After long days working as a mechanic at Brown’s Sales and Leasing during the 1980s and 90s, Harvey Torrey would return to his Guttenberg home to spend evenings in his basement, where he continued his work on cars. In uniform he may have been working on alternators and radiators, but in his basement he worked with cherry, maple, and walnut. 

As a teenager, Torrey built two 14-foot boats with his father. “From there, I’m self taught,” says the experienced wood worker. When he married his wife, Karen, over 50 years ago, she asked him to make her a shadow box. He did, and then he made much, much more.

As the decades passed, Torrey made cars, trucks, tractors, wagons, golf carts, and even a four-piece train set. He’s used patterns for animals, airplanes, clocks, rocking horses, and even a dollhouse for his granddaughter – down to the individual shingles, working light fixtures, and wallpaper. A ’32 Chevy coupe complete with a steering wheel and pinstripes is one of his favorites, as is a bow tail car that works like a three-dimensional puzzle. 
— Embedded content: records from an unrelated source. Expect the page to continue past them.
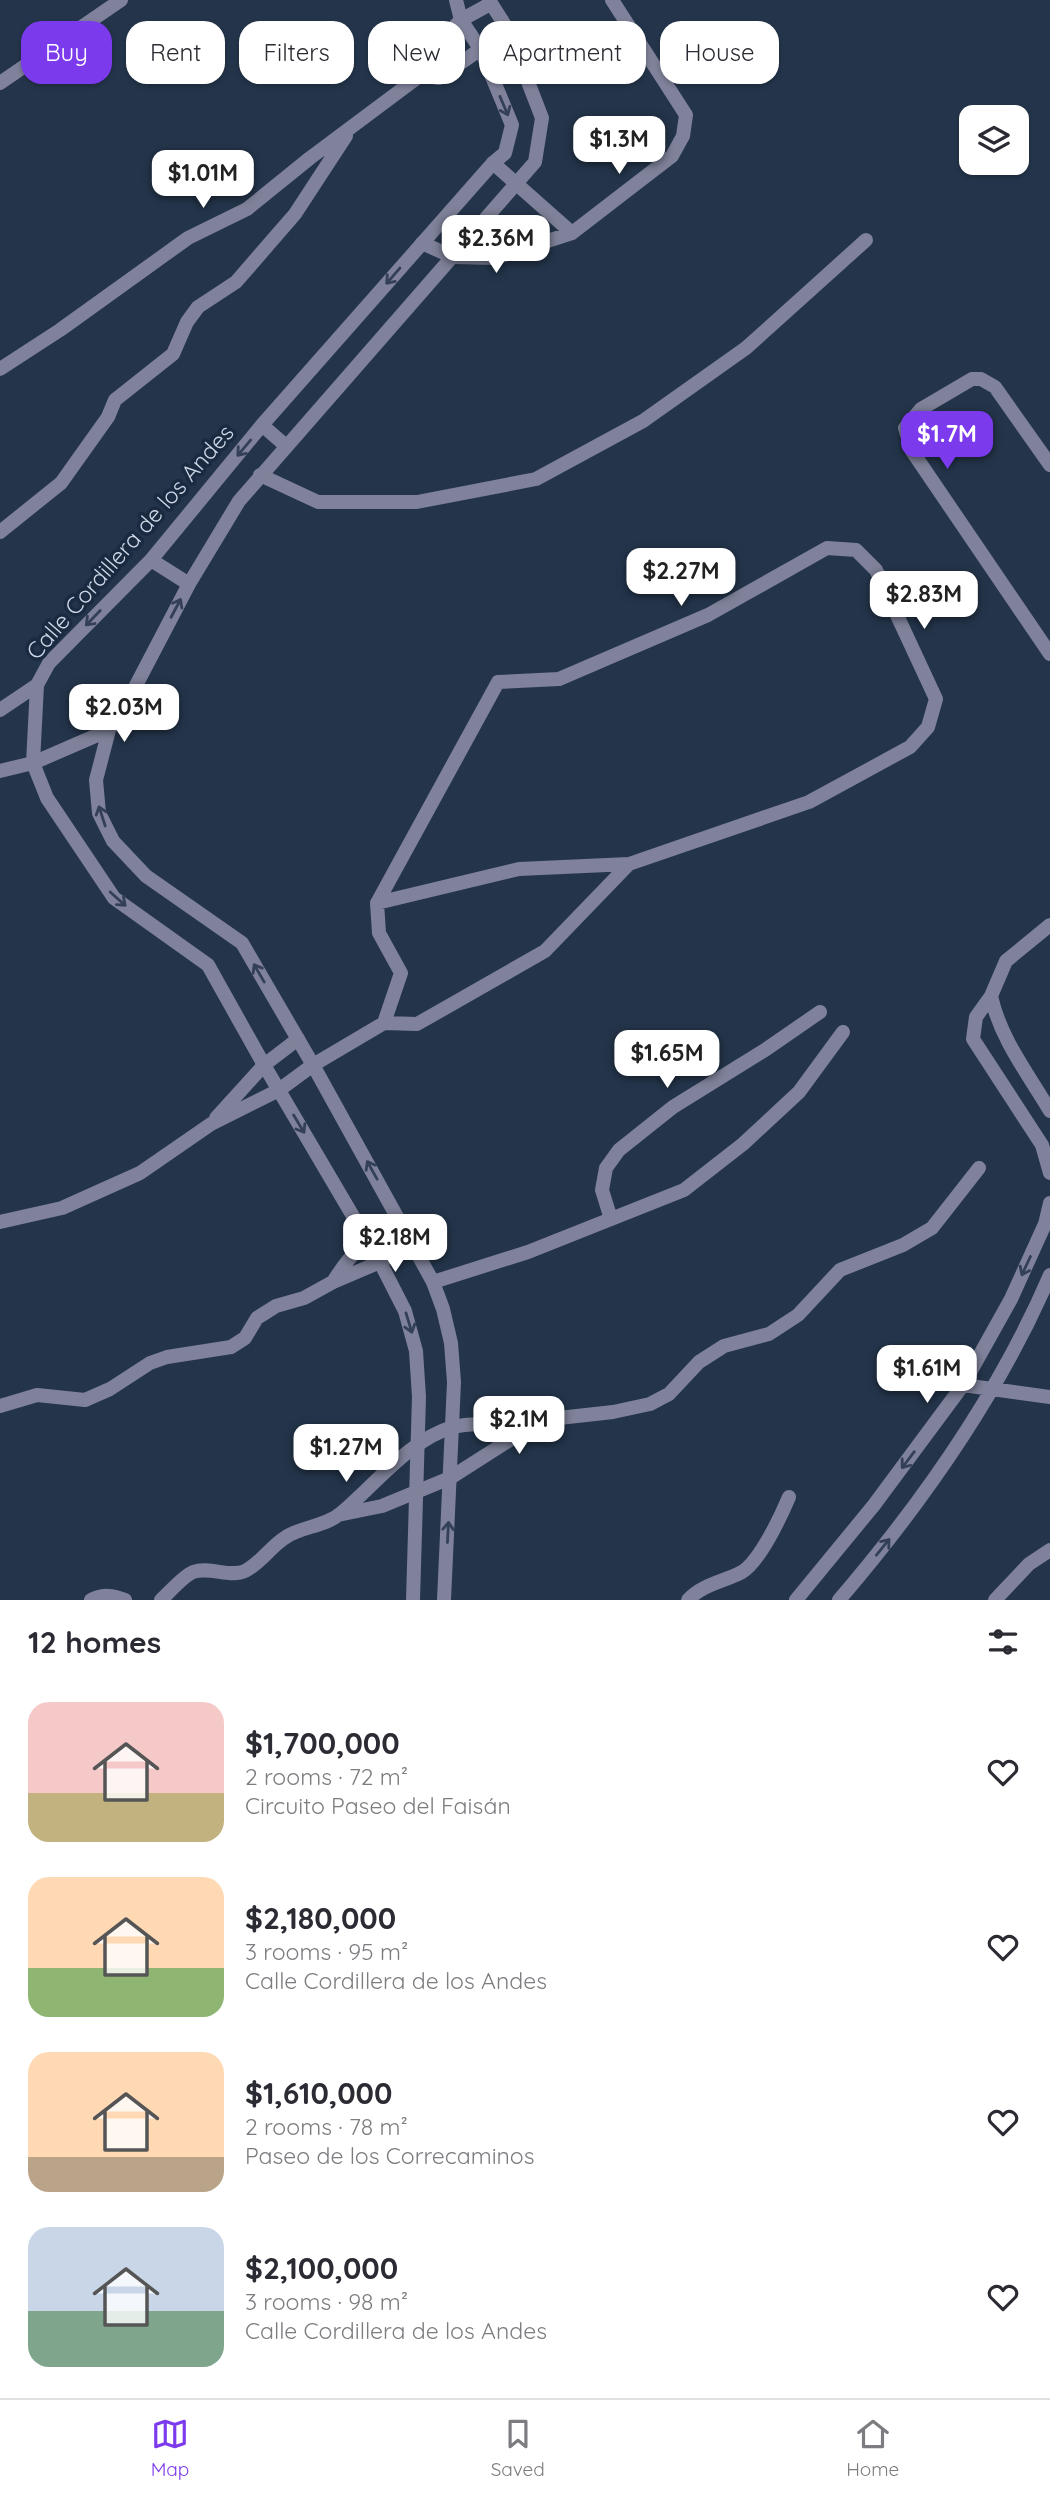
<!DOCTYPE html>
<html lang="en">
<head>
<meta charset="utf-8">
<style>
	body { margin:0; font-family:Quicksand,sans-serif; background:#f2f2f3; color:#2b2b33; height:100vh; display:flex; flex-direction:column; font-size:26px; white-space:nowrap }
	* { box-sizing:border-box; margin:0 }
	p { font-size:23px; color:#7c7c81 }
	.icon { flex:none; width:38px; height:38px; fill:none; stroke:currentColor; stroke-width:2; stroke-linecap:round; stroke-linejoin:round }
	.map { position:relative; height:1600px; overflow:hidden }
	.panel { display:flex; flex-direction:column; background:#fff; flex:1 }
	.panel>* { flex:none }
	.guide { position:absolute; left:21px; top:21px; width:1008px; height:63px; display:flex; gap:14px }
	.tools { position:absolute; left:959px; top:105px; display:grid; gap:14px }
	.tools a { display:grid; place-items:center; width:70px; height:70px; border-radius:14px; background:#fff; box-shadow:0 2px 5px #0004; font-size:35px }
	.price { position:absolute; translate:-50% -60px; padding:0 16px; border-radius:14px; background:#fff; color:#222; font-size:23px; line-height:46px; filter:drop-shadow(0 2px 4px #0008) }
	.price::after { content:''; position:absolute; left:50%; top:42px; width:21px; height:16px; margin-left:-10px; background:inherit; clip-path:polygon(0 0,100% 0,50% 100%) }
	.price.on { background:#7c3aed; color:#fff }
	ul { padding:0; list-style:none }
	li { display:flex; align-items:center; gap:21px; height:175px; padding:0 28px }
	li span { display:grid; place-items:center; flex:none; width:196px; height:140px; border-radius:21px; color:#555 }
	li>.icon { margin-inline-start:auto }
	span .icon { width:84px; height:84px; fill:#fffc; stroke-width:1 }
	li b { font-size:30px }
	h2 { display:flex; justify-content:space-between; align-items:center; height:84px; padding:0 28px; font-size:30px }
	.chip { padding:0 24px; border-radius:21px; background:#fff; box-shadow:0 2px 5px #0004; font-size:24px; line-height:63px }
	.chip.on { background:#7c3aed; color:#fff }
	.tabs { display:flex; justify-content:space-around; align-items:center; height:98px; border-top:2px solid #e1e1e2; background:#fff; font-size:19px; color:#7c7c81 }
	.tabs a { display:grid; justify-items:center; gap:4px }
	.tabs .on { color:#7c3aed }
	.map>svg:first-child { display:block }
</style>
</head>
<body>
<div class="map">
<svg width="1050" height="1600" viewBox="0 0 1050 1600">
	<rect width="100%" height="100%" fill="#24354b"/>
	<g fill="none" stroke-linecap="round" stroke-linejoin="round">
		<!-- minor -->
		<path stroke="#7f829a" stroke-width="14" d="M421,75L439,78L508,30
			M0,83L121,0
			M493,163L572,233
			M422,243L453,257L495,258L572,233L672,156L683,136L686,115L612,0
			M0,369L60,330L188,238L247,209L310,158L421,75L424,58L461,20L490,4
			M1050,465L995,387L981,379H972L921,409L905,428L912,451L1050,654
			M260,475L318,502H417L536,479L643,421L746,348L866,240
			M0,532L61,483L108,417L115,400L173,354L187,322L198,307L236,282L295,214L346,136
			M377,903L519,869L629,864
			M1050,925L1006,961L991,996L976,1017L973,1039L1042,1145L1050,1173
			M991,996C1000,1038 1028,1074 1050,1111
			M216,1118L264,1065L298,1039
			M611,1219L602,1190L606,1168L619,1150L673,1107L765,1050L820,1012
			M0,1222L62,1208L140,1173L211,1124L279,1090L313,1065L384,1023L417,1024L545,951L629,864L809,802L910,747L928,727L936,699L876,570L856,550L827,548L708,615L559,679L498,682L377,903L379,933L401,973L384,1023
			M333,1282C354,1248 366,1240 401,1222
			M433,1282L528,1252L684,1190L743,1144L799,1092L843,1032
			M963,1385L1050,1397
			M0,1406L37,1395L85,1400L110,1389L150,1363L167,1357L231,1347L245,1338L257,1318L276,1306L304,1298L333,1282L380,1262L413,1242
			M338,1515L382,1506L450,1478L527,1429L559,1418L613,1412L650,1404L669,1394L699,1362L724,1346L769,1334L798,1315L840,1270L903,1245L932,1228L979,1168
			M91,1600C103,1594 113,1595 125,1600
			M161,1600C170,1592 182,1577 193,1572C210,1566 230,1578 245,1571C261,1563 271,1546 286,1537C303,1526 323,1527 340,1514C373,1487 410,1439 453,1427C477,1421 503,1426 527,1429
			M688,1600C703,1584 723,1582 742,1572C760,1561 781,1516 789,1497
			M796,1600L874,1505L963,1385L1011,1299L1045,1224L1050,1203
			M839,1600C923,1502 999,1394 1050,1275
			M995,1600L1029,1564L1050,1550"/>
		<!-- tertiary -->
		<path stroke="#7f829a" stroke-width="14" d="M262,425L286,446
			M151,560L189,584
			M0,710L37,685
			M0,771L33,763L109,730
			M413,1600L419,1397L416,1351L405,1311L380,1262L264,1065L208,965L114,898L47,798L33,763L37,685L49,663L151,560L262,425L493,163L505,153L512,125L481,50L461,20L456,0
			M444,1600L454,1382L451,1343L443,1309L433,1282L313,1065L242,943L146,876L113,841L99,813L96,780L109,730L131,695L189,584L239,501L535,162L542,118L508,30L489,0"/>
	</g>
	<!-- one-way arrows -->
	<defs><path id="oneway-shaft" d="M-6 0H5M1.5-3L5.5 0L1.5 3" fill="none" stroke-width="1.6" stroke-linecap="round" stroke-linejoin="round" transform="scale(1.75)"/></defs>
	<g stroke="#334056">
		<use href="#oneway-shaft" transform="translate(504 106) rotate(67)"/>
		<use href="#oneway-shaft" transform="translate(393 276) rotate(131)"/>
		<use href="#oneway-shaft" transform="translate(244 448) rotate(130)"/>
		<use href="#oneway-shaft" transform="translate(176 608) rotate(-62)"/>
		<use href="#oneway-shaft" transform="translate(93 618) rotate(134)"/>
		<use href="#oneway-shaft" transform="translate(102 816) rotate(-108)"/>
		<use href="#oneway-shaft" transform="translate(118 899) rotate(42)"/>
		<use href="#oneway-shaft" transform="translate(259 973) rotate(-120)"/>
		<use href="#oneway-shaft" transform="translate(299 1124) rotate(59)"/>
		<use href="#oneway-shaft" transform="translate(372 1170) rotate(-119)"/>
		<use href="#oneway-shaft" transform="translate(1026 1266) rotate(115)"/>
		<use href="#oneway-shaft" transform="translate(409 1323) rotate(73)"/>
		<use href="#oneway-shaft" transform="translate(908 1460) rotate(127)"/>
		<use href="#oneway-shaft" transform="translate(448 1532) rotate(-87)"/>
		<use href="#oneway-shaft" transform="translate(883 1547) rotate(-51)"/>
	</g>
	<g text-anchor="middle" stroke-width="7" stroke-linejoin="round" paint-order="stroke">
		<!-- street labels -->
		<g font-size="23" fill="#ced8e7" stroke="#1a2a40">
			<text transform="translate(130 542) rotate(-49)" y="8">Calle Cordillera de los Andes</text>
		</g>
	</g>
</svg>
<div class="tools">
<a><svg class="icon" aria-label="layers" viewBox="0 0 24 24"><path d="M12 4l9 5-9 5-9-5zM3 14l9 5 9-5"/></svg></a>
</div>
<b class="price" style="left:619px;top:176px">$1.3M</b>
<b class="price" style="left:203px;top:210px">$1.01M</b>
<b class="price" style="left:496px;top:275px">$2.36M</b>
<b class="price on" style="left:947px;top:471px">$1.7M</b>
<b class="price" style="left:681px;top:608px">$2.27M</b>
<b class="price" style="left:924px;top:631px">$2.83M</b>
<b class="price" style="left:124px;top:744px">$2.03M</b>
<b class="price" style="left:667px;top:1090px">$1.65M</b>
<b class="price" style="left:395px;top:1274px">$2.18M</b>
<b class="price" style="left:927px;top:1405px">$1.61M</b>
<b class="price" style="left:519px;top:1456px">$2.1M</b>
<b class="price" style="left:346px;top:1484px">$1.27M</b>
<div class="guide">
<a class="chip on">Buy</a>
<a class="chip">Rent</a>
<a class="chip">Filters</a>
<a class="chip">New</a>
<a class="chip">Apartment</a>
<a class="chip">House</a>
</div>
</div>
<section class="panel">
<h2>12 homes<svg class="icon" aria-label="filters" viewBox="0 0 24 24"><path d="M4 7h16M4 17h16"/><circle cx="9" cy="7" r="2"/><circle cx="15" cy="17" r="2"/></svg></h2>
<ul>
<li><span style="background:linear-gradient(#f6c9c9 65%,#c2b280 0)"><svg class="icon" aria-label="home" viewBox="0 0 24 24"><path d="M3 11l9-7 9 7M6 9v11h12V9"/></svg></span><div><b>$1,700,000</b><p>2 rooms · 72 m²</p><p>Circuito Paseo del Faisán</p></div><svg class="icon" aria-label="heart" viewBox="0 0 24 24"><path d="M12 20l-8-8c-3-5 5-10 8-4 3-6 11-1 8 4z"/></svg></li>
<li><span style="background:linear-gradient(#ffd9b3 65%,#8fb573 0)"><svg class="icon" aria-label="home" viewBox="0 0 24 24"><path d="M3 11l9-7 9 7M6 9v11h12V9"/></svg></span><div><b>$2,180,000</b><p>3 rooms · 95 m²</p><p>Calle Cordillera de los Andes</p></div><svg class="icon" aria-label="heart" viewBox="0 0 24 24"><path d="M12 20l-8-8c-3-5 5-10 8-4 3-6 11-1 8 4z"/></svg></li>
<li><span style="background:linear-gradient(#ffd9b3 75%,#b9a48a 0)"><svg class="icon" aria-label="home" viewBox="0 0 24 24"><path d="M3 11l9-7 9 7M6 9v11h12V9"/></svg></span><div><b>$1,610,000</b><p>2 rooms · 78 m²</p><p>Paseo de los Correcaminos</p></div><svg class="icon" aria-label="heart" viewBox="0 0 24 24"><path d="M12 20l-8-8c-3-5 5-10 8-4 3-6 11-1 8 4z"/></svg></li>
<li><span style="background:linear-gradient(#c9d6e8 60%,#7fa58c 0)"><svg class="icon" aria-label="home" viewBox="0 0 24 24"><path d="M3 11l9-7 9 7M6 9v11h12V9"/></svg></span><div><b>$2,100,000</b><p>3 rooms · 98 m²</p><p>Calle Cordillera de los Andes</p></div><svg class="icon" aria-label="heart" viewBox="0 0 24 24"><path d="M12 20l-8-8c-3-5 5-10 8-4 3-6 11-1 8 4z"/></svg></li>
</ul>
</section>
<nav class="tabs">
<a class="on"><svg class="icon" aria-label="map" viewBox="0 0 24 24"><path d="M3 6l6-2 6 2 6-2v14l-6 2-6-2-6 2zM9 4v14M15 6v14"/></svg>Map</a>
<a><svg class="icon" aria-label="saved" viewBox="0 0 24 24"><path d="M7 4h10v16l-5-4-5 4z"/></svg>Saved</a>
<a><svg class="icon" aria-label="home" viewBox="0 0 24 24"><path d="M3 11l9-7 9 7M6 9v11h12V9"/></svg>Home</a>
</nav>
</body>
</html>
In his basement workshop, Torrey uses saws, sanders, a planer and a drill press to make works of art from locally sourced wood. A china hutch, end tables, several chests of drawers, a kitchen table, and even a little heart-shaped box made for his wife fill the couple’s home, where they’ve lived since they began their marriage at St. Joseph’s Church in Garnavillo.

When the Torreys moved into their home, they rented just the lower floor and didn’t have the heated basement space. “He made his first gun cabinet in the kitchen,” Karen recalls, sitting at her grandmother’s antique table surrounded by her grandmother’s chairs. An icebox and buffet, also family heirlooms crafted from wood, adorn the room. “We were just married and we didn’t have any kids. I was either a little off or a lot in love,” she laughs. 

Torrey was born and raised in Guttenberg, and his first job was at Kunzman’s Chevrolet Garage. Using skills he collected there and throughout his career as a mechanic, he once crafted a slide-in camper for weekend trips with his wife and two daughters. They’d travel to nearby trout streams, where Darcy and Brenda floated plastic boats while their father fished.

“I never made anything to sell because that would be work, and I didn’t want any work,” he chuckles. Torrey has made a habit of giving away his wood crafts to family members and to the church, donating many times to the St. Mary’s Fall Festival silent auction, as well as to the St. Mary’s Extravaganza and to My School Preschool, when it was in operation. 

Torrey has been sharing his woodworking wisdom with grandson Beau Cline, a 15-year-old freshman at Clayton Ridge High School. Cline is a Boy Scout working toward becoming an Eagle Scout, and together with his grandfather he’s made a wooden airplane, a car, and a series of plaques for Boy Scout troop awards. 

“If I stay steady at it, a couple of hours a day, it takes about a month,” says Torrey, referring to the time he spends making just one of his wooden vehicles. “I like making these little things the best.” After patiently working each piece, he signs it with ink or a wood burning tool. Although he’s slowed down in the workshop because of tremors in his hands, he already has his next project up his sleeve – a Ford convertible.